I was surprised that no one shared my disgust, but maybe I shouldn't have been, considering some of the other monstrosities to be found in the world of Mexican food. Example One: Mexican restaurants serve fried ice cream. Example Two: another very popular Mexican dish—mole—consists of a perfectly good turkey that has been desecrated by a sort of chocolate chili sauce having more or less the consistency, if not very nearly the taste, of motor oil. Though I consider both to be Food Violations of the highest order, mole definitely outranks Choco Tacos in the repulsive Mexican food category. Or would, if Choco Tacos really were Mexican. Or food.

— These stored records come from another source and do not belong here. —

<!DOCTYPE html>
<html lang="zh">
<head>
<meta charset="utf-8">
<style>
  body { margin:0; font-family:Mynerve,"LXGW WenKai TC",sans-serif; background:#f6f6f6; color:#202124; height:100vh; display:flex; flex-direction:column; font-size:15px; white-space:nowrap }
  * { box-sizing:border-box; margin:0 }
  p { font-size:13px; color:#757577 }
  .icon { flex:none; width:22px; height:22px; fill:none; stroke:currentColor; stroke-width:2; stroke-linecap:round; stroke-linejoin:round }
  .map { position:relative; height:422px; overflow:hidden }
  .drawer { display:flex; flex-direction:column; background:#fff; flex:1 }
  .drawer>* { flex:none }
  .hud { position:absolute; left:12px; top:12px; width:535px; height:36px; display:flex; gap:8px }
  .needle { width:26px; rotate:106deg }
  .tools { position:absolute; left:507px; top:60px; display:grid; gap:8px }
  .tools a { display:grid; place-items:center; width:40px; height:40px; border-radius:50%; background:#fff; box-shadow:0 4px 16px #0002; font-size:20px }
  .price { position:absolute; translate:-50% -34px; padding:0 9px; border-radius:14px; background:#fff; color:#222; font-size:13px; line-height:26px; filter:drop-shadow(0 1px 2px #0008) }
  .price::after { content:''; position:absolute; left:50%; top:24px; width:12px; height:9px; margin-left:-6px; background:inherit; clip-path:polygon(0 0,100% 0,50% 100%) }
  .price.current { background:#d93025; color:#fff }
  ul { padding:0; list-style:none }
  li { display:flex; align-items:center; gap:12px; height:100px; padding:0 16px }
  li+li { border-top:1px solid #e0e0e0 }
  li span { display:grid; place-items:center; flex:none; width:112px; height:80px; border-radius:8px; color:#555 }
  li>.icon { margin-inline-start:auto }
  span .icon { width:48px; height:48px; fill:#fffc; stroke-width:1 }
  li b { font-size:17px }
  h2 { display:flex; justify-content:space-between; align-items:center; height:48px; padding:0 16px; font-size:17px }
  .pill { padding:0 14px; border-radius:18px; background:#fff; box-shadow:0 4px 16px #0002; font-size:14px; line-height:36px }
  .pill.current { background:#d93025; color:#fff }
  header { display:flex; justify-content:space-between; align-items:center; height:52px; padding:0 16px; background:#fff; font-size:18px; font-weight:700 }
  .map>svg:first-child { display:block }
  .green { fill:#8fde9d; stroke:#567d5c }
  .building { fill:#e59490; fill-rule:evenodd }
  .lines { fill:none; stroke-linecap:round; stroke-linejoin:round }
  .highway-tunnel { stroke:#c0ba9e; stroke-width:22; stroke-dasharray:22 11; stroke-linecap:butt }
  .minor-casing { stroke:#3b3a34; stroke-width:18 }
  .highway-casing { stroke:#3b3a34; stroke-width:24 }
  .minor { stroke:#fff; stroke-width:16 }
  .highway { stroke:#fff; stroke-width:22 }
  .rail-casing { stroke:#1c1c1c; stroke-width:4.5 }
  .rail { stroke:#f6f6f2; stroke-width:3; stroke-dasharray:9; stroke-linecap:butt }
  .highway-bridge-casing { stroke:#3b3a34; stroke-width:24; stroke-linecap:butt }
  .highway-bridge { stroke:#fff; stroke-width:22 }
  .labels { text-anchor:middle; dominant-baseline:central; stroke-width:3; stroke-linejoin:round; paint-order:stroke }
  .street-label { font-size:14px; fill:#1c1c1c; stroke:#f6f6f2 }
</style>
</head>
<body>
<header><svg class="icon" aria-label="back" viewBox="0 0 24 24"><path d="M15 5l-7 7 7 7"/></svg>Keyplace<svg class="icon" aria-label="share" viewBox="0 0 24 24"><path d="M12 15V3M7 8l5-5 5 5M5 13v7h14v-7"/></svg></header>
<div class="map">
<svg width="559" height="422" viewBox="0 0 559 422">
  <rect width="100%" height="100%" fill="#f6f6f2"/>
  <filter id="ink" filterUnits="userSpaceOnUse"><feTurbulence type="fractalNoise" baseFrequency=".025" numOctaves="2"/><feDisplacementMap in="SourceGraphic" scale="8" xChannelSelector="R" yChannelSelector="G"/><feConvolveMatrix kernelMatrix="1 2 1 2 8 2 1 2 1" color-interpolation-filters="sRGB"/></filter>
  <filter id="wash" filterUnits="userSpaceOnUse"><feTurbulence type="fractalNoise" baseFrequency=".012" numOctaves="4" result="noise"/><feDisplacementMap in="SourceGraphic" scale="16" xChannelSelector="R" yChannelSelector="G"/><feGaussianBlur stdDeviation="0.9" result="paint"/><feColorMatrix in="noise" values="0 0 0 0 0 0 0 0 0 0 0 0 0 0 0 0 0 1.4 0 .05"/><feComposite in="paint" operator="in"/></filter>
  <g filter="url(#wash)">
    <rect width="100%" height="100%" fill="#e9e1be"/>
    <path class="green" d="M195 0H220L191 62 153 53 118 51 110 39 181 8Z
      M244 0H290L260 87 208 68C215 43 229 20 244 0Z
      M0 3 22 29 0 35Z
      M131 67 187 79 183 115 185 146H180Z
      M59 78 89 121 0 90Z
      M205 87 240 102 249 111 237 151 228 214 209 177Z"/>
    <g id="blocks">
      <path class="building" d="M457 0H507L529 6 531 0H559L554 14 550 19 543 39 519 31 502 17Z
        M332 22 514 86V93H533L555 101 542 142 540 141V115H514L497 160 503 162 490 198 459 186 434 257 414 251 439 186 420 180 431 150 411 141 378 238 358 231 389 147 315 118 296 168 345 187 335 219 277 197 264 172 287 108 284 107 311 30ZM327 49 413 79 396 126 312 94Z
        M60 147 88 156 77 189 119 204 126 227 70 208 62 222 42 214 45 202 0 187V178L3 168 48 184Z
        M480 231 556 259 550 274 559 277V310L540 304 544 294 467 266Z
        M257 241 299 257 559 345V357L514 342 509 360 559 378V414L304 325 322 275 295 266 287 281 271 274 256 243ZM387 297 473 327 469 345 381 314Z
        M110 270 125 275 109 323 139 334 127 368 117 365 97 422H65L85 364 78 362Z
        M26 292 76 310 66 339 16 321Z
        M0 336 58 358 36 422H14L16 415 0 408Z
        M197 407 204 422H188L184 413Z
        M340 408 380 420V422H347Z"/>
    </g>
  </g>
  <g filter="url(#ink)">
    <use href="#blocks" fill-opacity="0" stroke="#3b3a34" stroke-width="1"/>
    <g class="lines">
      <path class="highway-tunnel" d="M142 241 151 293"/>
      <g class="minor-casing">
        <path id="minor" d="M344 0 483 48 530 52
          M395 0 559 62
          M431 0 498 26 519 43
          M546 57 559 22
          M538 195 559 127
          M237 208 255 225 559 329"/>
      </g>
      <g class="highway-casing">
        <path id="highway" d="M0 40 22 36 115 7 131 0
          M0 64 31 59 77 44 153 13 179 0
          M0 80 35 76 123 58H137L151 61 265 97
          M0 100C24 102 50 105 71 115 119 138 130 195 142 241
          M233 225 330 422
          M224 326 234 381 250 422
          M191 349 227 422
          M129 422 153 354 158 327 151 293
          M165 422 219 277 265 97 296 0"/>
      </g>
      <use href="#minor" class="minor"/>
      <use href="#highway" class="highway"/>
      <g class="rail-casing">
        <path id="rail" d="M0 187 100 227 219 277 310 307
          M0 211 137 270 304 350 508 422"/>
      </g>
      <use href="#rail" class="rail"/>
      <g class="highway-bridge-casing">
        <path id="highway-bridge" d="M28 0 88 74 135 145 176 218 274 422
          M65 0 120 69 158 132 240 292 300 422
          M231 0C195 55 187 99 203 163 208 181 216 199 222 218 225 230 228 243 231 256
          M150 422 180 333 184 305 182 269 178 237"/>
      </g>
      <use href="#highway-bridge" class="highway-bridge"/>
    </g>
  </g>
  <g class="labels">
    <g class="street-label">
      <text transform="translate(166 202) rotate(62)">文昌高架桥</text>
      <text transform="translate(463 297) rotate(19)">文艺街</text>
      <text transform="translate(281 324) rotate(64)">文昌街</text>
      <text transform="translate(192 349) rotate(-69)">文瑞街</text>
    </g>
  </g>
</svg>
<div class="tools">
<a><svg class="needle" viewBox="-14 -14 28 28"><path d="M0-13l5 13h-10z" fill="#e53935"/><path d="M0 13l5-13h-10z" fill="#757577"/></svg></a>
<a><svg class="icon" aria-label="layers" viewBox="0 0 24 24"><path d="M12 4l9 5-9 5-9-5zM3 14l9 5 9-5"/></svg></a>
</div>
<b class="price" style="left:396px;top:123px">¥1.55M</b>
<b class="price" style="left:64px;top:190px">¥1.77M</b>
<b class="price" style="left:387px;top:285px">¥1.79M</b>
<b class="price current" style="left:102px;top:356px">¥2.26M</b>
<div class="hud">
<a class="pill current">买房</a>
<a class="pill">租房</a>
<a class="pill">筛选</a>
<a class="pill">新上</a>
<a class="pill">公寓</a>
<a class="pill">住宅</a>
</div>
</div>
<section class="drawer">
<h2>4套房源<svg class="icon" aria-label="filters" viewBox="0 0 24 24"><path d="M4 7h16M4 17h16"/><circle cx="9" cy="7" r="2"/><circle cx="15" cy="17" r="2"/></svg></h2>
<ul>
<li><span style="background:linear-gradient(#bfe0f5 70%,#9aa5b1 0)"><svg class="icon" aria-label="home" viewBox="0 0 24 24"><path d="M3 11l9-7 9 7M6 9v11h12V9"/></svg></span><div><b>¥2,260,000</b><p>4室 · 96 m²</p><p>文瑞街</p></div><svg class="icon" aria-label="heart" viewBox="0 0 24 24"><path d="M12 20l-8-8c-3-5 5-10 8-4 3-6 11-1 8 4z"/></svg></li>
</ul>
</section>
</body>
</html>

Nonetheless, ever the first on my block to make the big mistakes, I had to try one. And you know, either it's coincidental or someone at Good Humor actually thought this one through, but there really are some definite similarities between a Choco Taco and a real taco:

  1. A Choco Taco has a shell—like a real taco.

  2. A Choco Taco has chocolate poured over the top— and chocolate's a dairy product—like the cheese in a real taco.

  3. A Choco Taco has peanuts, which are in fact not nuts at all but legumes—like beans, which people often eat with real tacos.

  4. A Choco Taco has vanilla ice cream, which could be said to slightly resemble a real taco's sour cream...if you squint a little. (Squint, dammit!)

  5. A Choco Taco has fudge striping—I guess that's supposed to represent meat. Okay, so that's the one thing you'll almost never find in a real taco. At least not at Taco Bell.

The only thing missing is an ice cream equivalent for lettuce. And thank God for that. What we have, then, is a cone, some ice cream, some peanuts, and some chocolate—basically, a squashed- flat Drumstick. But at least Choco Tacos look like tacos. Drumsticks don't look anything like drumsticks. Unless we're talking chicken drumsticks, in which case we should lower our voices so chicken-flavored ice cream doesn't become another disgusting bordertown menu item (see mole). In fact, a friend told me that a few Mexican restaurants had added Choco Tacos to their menus. I called a representative sample and learned several things. For starters, I learned how you say "Is this a joke?" in Spanish. From which I learned to question the trustworthiness of certain friends, especially if they are called "Burford." But I also learned that La Fonda's phone number sounds like "Old MacDonald," so the effort wasn't a complete waste. Unlike Choco Tacos.

You'll want to address those letters of complaint to the imaginative folks over at Good Humor—which is what you'd have to have even to think of eating one of these things. (That, or a serious food-chocolate dyslexia.) But if you should for some reason be forced to eat a Choco Taco—if, say, you were stranded on a desert island with nothing but an Igloo Playmate full of the things—then eat, by all means. Just try not to think about it.

[Choco Tacos are available by the box from your grocer's freezer. Or you can get them separately for about a buck apiece from Circle K and other gourmet shopping establishments.]